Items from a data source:
★ ★ ★ ★ ★ ★ ★

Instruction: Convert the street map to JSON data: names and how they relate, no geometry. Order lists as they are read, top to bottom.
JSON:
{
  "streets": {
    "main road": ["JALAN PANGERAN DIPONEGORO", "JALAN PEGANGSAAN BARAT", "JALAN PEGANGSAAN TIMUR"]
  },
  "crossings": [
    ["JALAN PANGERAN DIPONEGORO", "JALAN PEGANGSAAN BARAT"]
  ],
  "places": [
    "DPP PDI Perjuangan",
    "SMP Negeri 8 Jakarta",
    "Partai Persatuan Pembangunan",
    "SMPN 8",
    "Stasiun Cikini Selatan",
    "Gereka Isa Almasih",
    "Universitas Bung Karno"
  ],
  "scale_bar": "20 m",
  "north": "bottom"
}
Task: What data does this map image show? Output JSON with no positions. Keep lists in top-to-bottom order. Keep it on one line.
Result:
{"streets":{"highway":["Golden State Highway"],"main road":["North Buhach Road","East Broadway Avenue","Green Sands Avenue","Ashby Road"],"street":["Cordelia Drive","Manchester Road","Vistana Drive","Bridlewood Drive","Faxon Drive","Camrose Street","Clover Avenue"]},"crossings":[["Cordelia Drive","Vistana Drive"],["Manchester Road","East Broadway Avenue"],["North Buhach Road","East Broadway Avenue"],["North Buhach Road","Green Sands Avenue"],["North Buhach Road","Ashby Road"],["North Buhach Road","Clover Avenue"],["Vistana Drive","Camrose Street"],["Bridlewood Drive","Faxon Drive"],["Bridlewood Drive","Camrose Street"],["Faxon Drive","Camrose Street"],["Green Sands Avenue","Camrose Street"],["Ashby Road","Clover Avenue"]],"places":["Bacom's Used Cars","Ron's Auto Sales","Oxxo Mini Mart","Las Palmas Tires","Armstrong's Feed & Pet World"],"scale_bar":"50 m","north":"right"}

★ ★ ★ ★ ★ ★ ★

## How to complete this task:
Nothing but the lines from the one containing "Task: What data" through the last line of the data above should be set down, word for word.

## Result:
Task: What data does this map image show? Output JSON with no positions. Keep lists in top-to-bottom order. Keep it on one line.
Result:
{"streets":{"highway":["Golden State Highway"],"main road":["North Buhach Road","East Broadway Avenue","Green Sands Avenue","Ashby Road"],"street":["Cordelia Drive","Manchester Road","Vistana Drive","Bridlewood Drive","Faxon Drive","Camrose Street","Clover Avenue"]},"crossings":[["Cordelia Drive","Vistana Drive"],["Manchester Road","East Broadway Avenue"],["North Buhach Road","East Broadway Avenue"],["North Buhach Road","Green Sands Avenue"],["North Buhach Road","Ashby Road"],["North Buhach Road","Clover Avenue"],["Vistana Drive","Camrose Street"],["Bridlewood Drive","Faxon Drive"],["Bridlewood Drive","Camrose Street"],["Faxon Drive","Camrose Street"],["Green Sands Avenue","Camrose Street"],["Ashby Road","Clover Avenue"]],"places":["Bacom's Used Cars","Ron's Auto Sales","Oxxo Mini Mart","Las Palmas Tires","Armstrong's Feed & Pet World"],"scale_bar":"50 m","north":"right"}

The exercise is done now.